Blog » Covid-19 Threats to Cooperative Financial Institutions (CFIs): India’s Policy and Regulatory and Response
The spread of COVID -19 in India has impacted the normal functioning of all financial institutions, their customers, borrowers, and the continuation of agricultural/farming activities. Because of the mandatory shutdown of non-essential businesses and the confinement of people to their homes, the effects of COVID-19 are unevenly distributed among households, workers, businesses, and communities.
In this environment, the role and active participation of CFIs at all levels, and particularly the Rural Cooperative Credit and Banking structure (RCCBs), assumed special significance in facilitating changes and reversing the adverse impact of the pandemic. CFIs have strived to keep open their banking channels during the entire lockdown period, while ensuring social distance, and their compliance with all regulatory, supervisory and statutory provisions.
Policy measures to contain and mitigate the pandemic effects, including general economic recovery actions, regulatory adjustments, and specific liquidity support are outlined below.
Economic recovery measures
Supporting the CFIs
Structural changes in India’s CFI sector are anticipated, more importantly among Rural CFIs. The RCCBs structure in India is well conceived with a three-tier structure in major states and two-tier structure in smaller states. Proposals to delayer the structure have been opposed by member-driven cooperatives.

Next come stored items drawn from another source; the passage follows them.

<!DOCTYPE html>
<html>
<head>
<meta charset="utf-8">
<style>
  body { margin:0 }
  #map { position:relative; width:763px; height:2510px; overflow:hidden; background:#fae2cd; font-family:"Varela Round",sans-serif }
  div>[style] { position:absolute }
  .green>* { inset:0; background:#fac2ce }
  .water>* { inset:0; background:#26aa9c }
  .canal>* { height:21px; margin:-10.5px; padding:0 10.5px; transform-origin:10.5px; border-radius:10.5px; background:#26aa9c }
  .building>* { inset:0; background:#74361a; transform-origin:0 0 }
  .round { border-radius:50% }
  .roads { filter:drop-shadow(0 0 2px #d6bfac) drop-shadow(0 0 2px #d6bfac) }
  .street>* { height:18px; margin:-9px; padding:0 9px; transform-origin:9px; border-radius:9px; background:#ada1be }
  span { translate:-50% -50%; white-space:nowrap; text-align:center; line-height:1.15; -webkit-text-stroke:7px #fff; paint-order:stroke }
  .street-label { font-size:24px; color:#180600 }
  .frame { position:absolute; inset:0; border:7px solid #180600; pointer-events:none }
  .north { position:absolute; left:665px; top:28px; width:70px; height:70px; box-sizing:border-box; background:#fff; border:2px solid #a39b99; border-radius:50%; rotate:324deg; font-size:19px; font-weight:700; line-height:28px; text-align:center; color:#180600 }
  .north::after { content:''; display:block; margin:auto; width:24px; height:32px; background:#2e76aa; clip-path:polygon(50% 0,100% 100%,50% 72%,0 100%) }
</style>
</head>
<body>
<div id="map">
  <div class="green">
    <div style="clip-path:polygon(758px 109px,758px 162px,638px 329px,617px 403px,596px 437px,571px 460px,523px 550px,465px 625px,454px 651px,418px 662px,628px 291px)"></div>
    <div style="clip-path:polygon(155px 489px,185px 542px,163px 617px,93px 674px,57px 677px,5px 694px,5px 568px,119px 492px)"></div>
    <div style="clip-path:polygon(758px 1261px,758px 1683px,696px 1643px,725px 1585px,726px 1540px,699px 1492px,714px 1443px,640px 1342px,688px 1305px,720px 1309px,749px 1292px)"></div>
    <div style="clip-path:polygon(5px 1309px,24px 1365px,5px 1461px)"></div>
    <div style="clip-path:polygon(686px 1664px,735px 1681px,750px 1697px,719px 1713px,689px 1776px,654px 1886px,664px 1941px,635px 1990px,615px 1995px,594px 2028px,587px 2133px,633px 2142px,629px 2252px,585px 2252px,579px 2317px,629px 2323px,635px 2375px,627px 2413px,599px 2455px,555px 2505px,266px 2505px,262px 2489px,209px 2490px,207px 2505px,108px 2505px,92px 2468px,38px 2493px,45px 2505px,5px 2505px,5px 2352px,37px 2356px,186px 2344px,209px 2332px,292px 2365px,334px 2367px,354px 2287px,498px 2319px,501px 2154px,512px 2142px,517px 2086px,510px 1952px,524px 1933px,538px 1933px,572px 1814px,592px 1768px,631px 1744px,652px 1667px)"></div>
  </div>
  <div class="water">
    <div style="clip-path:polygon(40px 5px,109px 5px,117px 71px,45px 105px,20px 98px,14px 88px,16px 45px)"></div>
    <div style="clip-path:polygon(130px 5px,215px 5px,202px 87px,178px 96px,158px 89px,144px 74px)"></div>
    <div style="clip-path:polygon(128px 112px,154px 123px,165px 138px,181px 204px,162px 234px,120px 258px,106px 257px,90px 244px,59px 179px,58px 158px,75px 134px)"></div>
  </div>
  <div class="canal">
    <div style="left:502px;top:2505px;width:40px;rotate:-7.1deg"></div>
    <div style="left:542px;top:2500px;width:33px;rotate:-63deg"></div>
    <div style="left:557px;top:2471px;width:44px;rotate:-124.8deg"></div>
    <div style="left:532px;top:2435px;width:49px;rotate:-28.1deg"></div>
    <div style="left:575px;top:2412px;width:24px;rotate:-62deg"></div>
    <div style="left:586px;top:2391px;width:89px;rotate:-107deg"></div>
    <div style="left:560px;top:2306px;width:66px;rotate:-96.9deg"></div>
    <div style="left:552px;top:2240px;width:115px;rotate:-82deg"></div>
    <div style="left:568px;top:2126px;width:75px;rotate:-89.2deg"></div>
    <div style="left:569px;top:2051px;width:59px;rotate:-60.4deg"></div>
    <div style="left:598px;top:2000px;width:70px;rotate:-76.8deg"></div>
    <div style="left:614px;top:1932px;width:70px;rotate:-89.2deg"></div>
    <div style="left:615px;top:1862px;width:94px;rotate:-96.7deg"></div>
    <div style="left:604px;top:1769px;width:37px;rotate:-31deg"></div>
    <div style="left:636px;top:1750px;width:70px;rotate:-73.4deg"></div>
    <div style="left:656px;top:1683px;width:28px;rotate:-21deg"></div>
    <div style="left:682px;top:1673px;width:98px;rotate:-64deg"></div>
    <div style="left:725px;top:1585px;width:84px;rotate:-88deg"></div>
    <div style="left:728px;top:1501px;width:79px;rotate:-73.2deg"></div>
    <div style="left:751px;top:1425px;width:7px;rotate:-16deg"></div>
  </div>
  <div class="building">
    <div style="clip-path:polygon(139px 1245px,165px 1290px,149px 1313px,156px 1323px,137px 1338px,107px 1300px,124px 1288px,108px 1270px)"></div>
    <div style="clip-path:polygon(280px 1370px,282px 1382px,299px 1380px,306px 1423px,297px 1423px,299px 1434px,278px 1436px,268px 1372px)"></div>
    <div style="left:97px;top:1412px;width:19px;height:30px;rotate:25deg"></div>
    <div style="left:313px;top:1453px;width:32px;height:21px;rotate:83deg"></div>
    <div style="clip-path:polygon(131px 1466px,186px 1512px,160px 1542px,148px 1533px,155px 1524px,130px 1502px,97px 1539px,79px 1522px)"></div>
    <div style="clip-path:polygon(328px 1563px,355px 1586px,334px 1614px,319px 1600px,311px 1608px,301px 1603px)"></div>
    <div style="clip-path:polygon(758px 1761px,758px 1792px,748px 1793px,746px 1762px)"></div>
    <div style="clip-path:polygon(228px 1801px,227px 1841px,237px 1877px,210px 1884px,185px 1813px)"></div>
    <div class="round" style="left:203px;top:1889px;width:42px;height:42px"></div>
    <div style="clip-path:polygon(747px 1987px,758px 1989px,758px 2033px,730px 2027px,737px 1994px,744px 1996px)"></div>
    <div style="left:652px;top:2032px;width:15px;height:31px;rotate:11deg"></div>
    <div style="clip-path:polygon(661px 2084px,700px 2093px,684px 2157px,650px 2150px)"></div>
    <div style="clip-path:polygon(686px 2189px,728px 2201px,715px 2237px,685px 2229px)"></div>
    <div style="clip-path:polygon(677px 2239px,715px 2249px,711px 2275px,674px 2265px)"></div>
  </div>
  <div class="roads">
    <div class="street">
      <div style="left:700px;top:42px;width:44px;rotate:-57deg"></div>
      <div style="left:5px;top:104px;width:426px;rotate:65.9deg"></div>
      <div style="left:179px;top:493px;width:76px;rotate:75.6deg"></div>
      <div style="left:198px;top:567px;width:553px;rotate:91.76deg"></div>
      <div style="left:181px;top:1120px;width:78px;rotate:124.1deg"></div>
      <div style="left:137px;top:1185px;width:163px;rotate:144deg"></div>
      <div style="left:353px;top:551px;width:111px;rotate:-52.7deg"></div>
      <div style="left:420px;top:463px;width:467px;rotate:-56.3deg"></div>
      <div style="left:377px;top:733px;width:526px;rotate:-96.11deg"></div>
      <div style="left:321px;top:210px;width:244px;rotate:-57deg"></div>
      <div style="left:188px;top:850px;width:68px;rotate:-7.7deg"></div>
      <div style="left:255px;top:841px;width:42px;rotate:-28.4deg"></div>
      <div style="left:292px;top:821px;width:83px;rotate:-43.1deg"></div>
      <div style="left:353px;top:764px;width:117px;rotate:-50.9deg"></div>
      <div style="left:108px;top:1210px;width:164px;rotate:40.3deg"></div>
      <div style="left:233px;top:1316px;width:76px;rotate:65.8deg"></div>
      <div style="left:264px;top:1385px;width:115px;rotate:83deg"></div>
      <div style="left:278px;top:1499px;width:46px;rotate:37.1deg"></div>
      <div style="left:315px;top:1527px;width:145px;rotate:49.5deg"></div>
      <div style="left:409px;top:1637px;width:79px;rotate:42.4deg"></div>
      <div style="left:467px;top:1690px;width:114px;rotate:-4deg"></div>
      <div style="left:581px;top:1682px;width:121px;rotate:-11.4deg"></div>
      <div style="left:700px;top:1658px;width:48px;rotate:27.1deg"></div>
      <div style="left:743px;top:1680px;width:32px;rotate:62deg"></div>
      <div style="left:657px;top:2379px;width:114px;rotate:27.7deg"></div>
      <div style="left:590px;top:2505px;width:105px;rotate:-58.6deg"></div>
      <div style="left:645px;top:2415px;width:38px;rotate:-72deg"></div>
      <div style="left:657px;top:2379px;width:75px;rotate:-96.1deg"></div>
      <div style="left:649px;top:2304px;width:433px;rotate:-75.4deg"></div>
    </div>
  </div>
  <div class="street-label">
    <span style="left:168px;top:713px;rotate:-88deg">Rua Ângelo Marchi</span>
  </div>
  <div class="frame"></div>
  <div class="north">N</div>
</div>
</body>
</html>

The CFIs in the urban cooperative banking sector, on the other hand, may be brought under direct control of the regulatory authority and may lose their cooperative character. This measure would not be in response to adverse implications of COVID-19, but rather the RBI exercising its power under the The Banking Regulation (Amendment) Ordinance 2020.

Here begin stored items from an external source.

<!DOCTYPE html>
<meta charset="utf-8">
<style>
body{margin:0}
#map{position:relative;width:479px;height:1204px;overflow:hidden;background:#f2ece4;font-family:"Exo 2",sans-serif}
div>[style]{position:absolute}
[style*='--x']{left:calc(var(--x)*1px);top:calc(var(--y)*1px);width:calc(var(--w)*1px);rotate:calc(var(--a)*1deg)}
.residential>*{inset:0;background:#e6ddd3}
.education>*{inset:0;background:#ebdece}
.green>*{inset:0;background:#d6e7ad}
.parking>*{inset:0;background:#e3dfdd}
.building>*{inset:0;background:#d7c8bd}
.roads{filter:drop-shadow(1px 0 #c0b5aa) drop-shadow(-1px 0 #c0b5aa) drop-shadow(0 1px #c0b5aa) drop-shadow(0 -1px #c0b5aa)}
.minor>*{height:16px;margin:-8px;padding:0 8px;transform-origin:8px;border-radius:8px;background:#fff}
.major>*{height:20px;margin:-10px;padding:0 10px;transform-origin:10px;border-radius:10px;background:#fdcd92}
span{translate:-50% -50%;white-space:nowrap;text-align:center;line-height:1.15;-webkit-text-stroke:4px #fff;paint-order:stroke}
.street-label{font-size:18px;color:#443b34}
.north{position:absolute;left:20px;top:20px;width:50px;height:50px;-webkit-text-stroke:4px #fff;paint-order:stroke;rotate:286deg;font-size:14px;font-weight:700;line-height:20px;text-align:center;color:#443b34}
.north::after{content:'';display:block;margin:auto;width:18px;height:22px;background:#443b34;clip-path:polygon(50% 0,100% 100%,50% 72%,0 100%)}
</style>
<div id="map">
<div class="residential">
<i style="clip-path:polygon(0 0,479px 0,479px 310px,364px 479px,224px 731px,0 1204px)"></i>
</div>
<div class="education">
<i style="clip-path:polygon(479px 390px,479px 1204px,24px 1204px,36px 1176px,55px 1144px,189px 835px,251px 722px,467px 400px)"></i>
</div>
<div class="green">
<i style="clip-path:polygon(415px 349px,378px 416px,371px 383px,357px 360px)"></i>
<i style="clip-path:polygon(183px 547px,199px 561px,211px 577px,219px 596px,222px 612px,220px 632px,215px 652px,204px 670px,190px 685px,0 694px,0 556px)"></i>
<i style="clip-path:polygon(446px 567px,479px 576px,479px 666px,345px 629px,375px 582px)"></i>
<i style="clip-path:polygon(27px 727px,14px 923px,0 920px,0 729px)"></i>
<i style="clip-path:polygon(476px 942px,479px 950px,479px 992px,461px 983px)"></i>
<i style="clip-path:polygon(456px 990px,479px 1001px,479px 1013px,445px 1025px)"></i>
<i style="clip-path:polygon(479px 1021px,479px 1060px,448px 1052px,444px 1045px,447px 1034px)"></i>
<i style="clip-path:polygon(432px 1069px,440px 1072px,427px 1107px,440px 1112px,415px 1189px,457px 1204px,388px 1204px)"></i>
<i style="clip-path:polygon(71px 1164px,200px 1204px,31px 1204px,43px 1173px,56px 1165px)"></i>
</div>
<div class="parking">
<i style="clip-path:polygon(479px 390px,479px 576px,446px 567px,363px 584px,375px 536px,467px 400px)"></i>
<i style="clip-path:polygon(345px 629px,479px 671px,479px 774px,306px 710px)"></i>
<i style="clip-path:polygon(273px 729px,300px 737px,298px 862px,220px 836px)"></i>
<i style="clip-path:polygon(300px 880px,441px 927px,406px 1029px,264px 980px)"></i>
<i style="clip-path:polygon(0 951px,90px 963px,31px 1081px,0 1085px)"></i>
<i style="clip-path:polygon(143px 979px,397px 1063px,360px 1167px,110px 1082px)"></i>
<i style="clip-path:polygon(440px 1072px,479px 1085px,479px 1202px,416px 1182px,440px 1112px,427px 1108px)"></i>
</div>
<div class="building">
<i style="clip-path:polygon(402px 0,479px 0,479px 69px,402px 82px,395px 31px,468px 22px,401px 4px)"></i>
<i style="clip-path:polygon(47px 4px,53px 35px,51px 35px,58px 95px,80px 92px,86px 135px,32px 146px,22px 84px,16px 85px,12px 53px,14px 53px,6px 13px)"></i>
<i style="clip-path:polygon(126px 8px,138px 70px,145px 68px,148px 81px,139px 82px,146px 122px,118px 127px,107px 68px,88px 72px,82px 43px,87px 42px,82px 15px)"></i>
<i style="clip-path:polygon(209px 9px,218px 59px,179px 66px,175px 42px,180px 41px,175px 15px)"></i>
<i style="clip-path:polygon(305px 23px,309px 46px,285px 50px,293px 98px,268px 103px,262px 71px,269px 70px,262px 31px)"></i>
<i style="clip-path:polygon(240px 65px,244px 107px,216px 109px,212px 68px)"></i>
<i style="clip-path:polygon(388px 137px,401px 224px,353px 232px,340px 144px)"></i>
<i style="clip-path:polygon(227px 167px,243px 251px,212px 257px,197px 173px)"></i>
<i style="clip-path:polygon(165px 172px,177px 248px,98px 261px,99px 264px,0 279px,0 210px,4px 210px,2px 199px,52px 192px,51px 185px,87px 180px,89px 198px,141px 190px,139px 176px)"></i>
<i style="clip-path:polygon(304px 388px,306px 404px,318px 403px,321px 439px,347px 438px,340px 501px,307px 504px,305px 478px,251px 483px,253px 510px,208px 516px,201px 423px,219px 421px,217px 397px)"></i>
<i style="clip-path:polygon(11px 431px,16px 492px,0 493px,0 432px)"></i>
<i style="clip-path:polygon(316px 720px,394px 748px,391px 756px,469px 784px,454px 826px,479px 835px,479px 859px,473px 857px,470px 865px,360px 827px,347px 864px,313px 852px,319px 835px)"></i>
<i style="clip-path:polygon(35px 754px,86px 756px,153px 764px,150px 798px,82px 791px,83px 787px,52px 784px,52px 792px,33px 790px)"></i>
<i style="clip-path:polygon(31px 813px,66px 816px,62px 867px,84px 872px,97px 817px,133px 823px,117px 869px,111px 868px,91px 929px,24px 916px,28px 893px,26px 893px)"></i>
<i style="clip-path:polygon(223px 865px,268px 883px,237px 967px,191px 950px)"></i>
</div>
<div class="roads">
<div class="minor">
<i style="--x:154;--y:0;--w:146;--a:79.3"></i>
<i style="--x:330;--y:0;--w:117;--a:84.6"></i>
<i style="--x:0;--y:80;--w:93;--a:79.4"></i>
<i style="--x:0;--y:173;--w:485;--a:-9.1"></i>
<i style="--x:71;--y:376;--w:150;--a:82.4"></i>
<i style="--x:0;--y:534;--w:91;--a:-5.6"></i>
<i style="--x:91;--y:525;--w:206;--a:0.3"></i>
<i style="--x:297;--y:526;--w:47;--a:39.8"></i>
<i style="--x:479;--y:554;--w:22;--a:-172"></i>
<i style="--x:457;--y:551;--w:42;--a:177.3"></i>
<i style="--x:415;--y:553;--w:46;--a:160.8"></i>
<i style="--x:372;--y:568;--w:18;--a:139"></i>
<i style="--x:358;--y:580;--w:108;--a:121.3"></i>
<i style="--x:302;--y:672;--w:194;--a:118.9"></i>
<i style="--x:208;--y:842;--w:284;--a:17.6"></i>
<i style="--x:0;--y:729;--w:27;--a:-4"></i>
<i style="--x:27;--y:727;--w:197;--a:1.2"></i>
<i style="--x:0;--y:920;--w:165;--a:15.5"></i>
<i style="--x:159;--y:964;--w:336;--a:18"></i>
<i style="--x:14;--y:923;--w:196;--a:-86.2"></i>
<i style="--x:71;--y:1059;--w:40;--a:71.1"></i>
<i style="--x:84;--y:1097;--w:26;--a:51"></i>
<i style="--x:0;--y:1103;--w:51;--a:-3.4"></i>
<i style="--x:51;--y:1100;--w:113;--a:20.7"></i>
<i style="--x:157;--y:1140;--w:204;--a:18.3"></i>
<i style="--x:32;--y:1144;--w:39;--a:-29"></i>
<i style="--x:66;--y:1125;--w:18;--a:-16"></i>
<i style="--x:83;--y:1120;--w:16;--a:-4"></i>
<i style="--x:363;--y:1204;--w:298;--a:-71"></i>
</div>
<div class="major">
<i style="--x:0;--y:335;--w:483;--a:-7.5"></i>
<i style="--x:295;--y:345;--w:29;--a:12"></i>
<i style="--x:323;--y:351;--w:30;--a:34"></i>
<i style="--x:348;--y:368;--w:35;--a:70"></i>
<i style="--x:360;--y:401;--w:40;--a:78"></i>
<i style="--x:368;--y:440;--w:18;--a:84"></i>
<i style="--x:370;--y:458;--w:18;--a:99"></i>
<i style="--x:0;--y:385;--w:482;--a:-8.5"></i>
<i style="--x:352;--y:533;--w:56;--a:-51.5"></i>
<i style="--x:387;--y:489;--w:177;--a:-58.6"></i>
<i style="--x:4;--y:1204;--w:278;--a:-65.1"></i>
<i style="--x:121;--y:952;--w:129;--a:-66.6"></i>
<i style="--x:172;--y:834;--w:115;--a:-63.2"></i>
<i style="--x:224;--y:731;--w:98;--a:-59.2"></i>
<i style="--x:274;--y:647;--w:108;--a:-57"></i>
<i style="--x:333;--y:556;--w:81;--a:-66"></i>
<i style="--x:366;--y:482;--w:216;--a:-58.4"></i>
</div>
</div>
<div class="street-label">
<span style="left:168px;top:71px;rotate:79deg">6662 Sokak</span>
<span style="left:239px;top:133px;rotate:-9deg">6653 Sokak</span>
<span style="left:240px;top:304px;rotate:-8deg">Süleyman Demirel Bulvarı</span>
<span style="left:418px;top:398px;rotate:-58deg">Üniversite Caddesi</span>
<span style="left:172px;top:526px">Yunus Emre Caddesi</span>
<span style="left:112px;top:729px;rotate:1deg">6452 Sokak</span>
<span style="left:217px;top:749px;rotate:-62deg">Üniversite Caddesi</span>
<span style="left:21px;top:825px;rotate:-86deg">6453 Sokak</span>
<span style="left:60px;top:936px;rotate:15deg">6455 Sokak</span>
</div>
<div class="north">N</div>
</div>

CFIs will work towards ensuring adoption of technology, digitization, formulation and compliance of risk management guidelines, information security guidelines, cyber security, and fraud monitoring guidelines. The sector will also be in a position to concentrate on the important pillars of corporate governance namely accountability, transparency, responsibility and fairness. The agriculture loan portfolio will continue to be unaffected due to its large rural network and well-established structure. The leadership in financial cooperatives structure will make all efforts towards building their capabilities to be healthy, viable and democratic. The Urban Coop Banking (UCB) sector appears to be well equipped especially the Scheduled UCBs / Multi state UCBs with the support of RBI. Nationalized banks will continue to be supported by Government with infusion of capital on a regular basis. Well deserving CFIs, however, will continue to be deprived of needed capital infusion to comply with prudential norms, and wipe out the accumulated losses resulting from external factors.